Prof Otoi: “A nation that cannot protect its sciences cannot hold its own in the committee of nations.

“African research institutions are underfunded and understaffed and therefore not in a position to do quality research and come up with viable products that can be incubated, upscaled and trusted the world over.

“We need to engage African governments to ensure ease of doing business and setting up a manufacturing business should be easy by giving rebates and making it easy for people within the continent to set up their own companies and run them effectively because, with this, we are likely to have enough medical suppliers when they are needed.

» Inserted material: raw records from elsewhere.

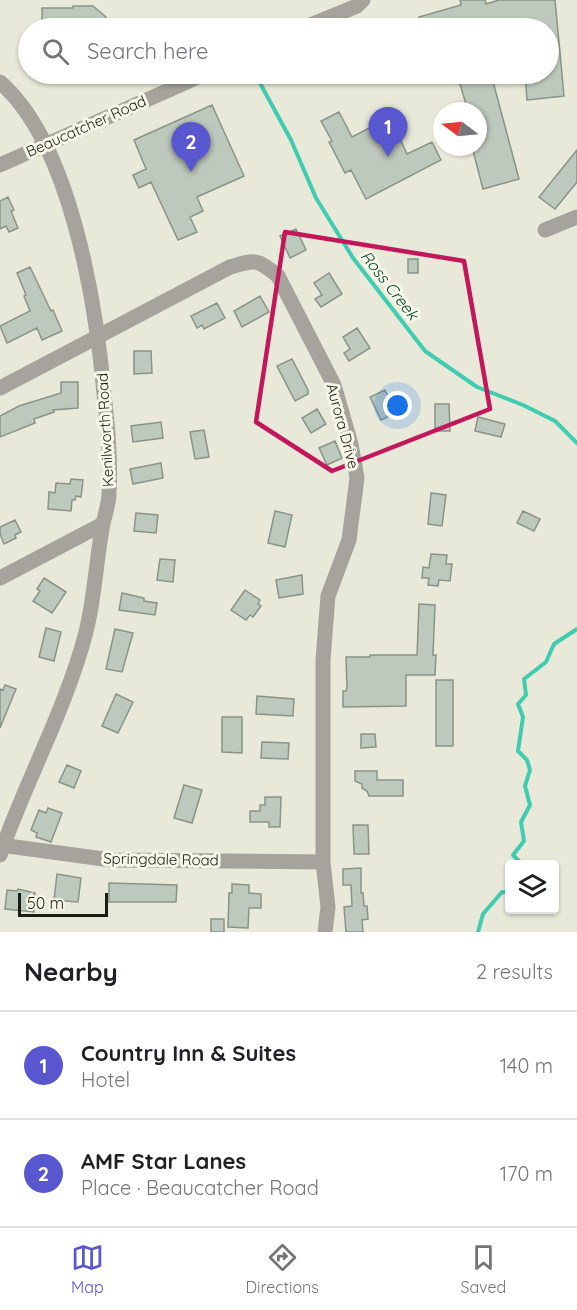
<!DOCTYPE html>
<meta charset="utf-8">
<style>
:root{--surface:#fff;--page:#f2f2f2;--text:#202124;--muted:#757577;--line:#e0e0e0;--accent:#5857cf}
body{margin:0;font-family:Quicksand,sans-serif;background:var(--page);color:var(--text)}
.controls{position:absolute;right:18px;bottom:18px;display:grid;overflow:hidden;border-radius:6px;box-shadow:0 2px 4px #0004}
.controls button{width:54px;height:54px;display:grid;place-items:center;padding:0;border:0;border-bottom:2px solid var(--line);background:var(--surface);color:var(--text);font:30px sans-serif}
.compass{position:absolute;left:433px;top:102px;width:54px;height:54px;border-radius:50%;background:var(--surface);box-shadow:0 2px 4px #0004;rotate:286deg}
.scale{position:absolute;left:18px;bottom:15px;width:90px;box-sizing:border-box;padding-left:6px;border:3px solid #1c1c16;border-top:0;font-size:16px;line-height:21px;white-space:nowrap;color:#1c1c16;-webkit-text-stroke:4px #f6f7e7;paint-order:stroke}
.you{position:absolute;left:398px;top:406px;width:21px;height:21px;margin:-15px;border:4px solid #fff;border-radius:50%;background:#1a73e8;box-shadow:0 0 0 9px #1a73e833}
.badge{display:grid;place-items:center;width:39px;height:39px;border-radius:50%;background:var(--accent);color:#fff;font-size:20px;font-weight:700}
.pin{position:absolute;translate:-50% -50px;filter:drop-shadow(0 2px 3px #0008)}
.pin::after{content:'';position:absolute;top:32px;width:21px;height:18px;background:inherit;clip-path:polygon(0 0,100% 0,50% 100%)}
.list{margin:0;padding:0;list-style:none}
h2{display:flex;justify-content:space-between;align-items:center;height:78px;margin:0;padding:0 24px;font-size:26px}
h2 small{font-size:20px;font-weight:400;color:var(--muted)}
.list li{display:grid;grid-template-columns:39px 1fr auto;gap:18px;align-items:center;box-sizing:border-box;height:108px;padding:0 24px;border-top:2px solid var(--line)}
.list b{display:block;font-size:22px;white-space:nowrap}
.list p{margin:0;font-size:20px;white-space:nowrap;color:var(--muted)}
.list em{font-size:20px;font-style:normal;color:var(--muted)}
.icon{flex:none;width:33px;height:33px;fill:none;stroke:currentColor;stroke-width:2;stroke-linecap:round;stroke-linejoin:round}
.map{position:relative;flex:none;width:577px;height:932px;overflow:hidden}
.search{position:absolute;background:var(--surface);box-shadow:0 2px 4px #0004;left:18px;right:18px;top:18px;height:66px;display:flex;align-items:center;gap:15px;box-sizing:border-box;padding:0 21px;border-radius:33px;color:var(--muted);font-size:22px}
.sheet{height:294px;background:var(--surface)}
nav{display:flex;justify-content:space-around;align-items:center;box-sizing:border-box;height:84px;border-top:2px solid var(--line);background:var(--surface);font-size:16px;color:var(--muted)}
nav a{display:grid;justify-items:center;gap:3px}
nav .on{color:var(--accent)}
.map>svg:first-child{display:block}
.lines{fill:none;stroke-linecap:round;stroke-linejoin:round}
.stream{stroke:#3fccb0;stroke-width:4}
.building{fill:#bec9bd;stroke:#899488;stroke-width:1.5}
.minor{stroke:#a6a29c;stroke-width:15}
.marked{fill:none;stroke:#c2185b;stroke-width:4.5;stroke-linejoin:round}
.labels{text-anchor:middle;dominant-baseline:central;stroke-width:6;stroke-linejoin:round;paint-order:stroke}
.street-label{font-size:15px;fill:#1c1c16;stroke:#f6f7e7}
.water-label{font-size:16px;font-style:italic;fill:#06453a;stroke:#f6f7e7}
</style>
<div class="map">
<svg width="577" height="932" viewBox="0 0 577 932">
<rect width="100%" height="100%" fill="#e9e9da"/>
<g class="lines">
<path class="stream" d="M21 43 28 47
M255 74 291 140 316 198 353 258 425 351 477 387 523 405 555 421 577 443
M522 864 513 855 524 841 521 822 530 805 525 786 530 770 527 760 518 751 523 717 518 704 526 695 524 679 546 662 554 644 577 629
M478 932 483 914 502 892 510 893"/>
</g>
<path class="building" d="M460 0H485L486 4 499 0H555L564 96 527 100 525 74H549V28H422L419 17 461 5Z
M73 6H93L106 17 96 28H73L74 23H42V8H73Z
M457 74H491L519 179 483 189 472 147H478V111H468Z
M212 105 244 176 197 197 203 211 190 217 197 232 178 240 151 182 139 188 133 175 146 169 134 140Z
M339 112 352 137 375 125 378 131 380 130 387 143 399 137 407 154 432 142 441 160 366 199 351 170 345 173 329 142 332 141 321 121Z
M577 150V182L555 209 539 197Z
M8 197 14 210 11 211 18 228 9 232 6 226 0 229V201Z
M296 229 306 250 290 258 280 236Z
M408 259H418V273H408Z
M30 267 51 311 53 310 62 331 42 340 37 328 7 343 0 326 30 311 24 296 26 295 17 273Z
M329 273 342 294 321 307 315 299 322 295 314 283Z
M260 296 269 312 242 327 234 311Z
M217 303 225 318 204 329 202 325 197 328 191 316Z
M357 328 370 348 349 361 344 353 350 349 343 337Z
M134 351H151L152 373 134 374Z
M292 359 308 390V394L295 401 277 366Z
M61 382H78V408L53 410 54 412 34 419 35 423 0 437V416L19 406 61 393Z
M385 390 396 413 381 420 370 397Z
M435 404H449L450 431H435Z
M317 409 326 424 311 433 302 418Z
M478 417 505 424 501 437 475 431Z
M161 422 163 438 133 442 131 426Z
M204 430 209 457 195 459 190 432Z
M335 441 342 458 327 465 319 448Z
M161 463 163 478 133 484 130 469Z
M71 479 83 480 81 497 76 496 75 500H72L71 511 48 509 49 492 55 493 56 483 70 484Z
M431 493 446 495 442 526 428 524Z
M275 511 292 515 285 547 268 543Z
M523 511 540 519 534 531 517 523Z
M136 513 158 515 156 533 134 531Z
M15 520 21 532 15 535 16 538 4 544 0 534V527Z
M431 554 447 555 446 564H452L450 581 439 580 438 586 428 585 429 578H422L423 567 429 568Z
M160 559 175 560 173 582 157 580Z
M302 575 303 594 279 598 276 580Z
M44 578 66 592 52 613 33 601 40 591 37 589Z
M245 590 260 600 258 604 261 606 253 617 250 615 246 620 231 610Z
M122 593 144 598V601L157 603 155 615 119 610Z
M419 604 435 605 433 655H436L435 675H406V706L343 707V691H346L347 688 346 657H370V655H417Z
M46 628 61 632 54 661 39 657Z
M115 629 133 633 122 672 106 669Z
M436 680H453V746H436Z
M5 685 16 689 0 728V689L3 690Z
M116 694 133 702 118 733 102 726Z
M257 696 294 699 293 716 256 714Z
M222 717H242V753L222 752Z
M361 734H375L376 747 361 748Z
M262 742 289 743 288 759 261 758Z
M67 765 81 771 74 788 59 782Z
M355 771H377V780H403V796H369L367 791 362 788V784L355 781Z
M184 785 202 790 192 823 174 818Z
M265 797H281L280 827H269V822H250V811H260V805H265Z
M48 808 62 813 51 842 36 837 37 833 31 830 39 810 46 813Z
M353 825H368L369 854H354Z
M361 868V893H363L364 906H367L368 919 362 920 363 932H346L344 907 352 906 351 885H343V869Z
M57 874 81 878 78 902 54 900Z
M109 883 177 885 176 902H109Z
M232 884 249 885V893L261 894V908H249L248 928 228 927 229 893H232Z
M18 889 35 893 34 912 5 909 7 890 17 891Z
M211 919H224V932H211Z"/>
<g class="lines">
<path class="minor" d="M303 28 357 6 363 0
M0 82C71 144 96 304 104 394 108 427 111 460 109 493 109 504 105 514 103 524 96 560 95 596 86 632 66 709 26 780 0 855
M0 165 205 74
M545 230 577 217
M0 388 230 267C256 259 257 259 278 276L334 385 351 444 357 478 349 540 328 596 323 660V862L328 907 325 932
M0 578 103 524
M0 845 111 860 323 862"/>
</g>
<path class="marked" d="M285 232 464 261 490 409 332 471 256 422Z"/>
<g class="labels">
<g class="street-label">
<text transform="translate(86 126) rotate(-24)">Beaucatcher Road</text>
<text transform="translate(343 426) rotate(75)">Aurora Drive</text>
<text transform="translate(105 430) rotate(-93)">Kenilworth Road</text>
<text transform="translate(161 859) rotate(1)">Springdale Road</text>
</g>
<g class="water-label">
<text transform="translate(390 285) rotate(52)">Ross Creek</text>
</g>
</g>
</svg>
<div class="controls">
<button><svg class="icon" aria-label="layers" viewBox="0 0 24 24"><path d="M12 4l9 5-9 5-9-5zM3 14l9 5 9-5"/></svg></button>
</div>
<svg class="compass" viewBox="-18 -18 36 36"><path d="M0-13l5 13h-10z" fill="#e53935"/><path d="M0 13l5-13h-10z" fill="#757577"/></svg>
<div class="scale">50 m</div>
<div class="you"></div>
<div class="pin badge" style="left:388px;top:157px">1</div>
<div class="pin badge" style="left:191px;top:172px">2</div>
<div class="search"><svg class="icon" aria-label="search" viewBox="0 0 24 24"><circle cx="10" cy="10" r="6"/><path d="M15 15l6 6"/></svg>Search here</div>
</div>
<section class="sheet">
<h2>Nearby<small>2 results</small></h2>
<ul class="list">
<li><span class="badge">1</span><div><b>Country Inn &amp; Suites</b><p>Hotel</p></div><em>140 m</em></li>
<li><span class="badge">2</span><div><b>AMF Star Lanes</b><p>Place · Beaucatcher Road</p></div><em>170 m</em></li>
</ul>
</section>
<nav>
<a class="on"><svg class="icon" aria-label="map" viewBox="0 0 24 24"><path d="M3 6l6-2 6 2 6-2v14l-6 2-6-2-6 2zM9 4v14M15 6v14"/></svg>Map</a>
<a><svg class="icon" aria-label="directions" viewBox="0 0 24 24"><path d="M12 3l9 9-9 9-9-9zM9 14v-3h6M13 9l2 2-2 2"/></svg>Directions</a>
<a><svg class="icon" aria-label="saved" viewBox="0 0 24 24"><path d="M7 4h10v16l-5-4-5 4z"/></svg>Saved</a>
</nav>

“African countries need to have an agreement at an African Union level that the cost of setting up a drug factory in Africa must not exceed a certain amount and threshold in terms of cost
“With this, we will be in a possible to compete effectively with those outside our borders because we have the labour, the knowledge and the product that can be used to produce the products. We just need a conducive business and policy environment.

“This will also help the continent penetrate the market outside Africa.”

Dr Masika: “There is a need for countries to invest in the vaccine hubs to ensure that the cost of production is not too high that will in return make the pricing too expensive.

“Countries need to ensure that there is no payment of premium on products moving within the continent and also a premium on capital so that the inputs going towards the production do not make the price too high to compete with other organisations outside the continent.

“Countries in the continent need to make a commitment of what percentage of products they need to buy from the African hubs for self-reliance and sustainability of the hubs.”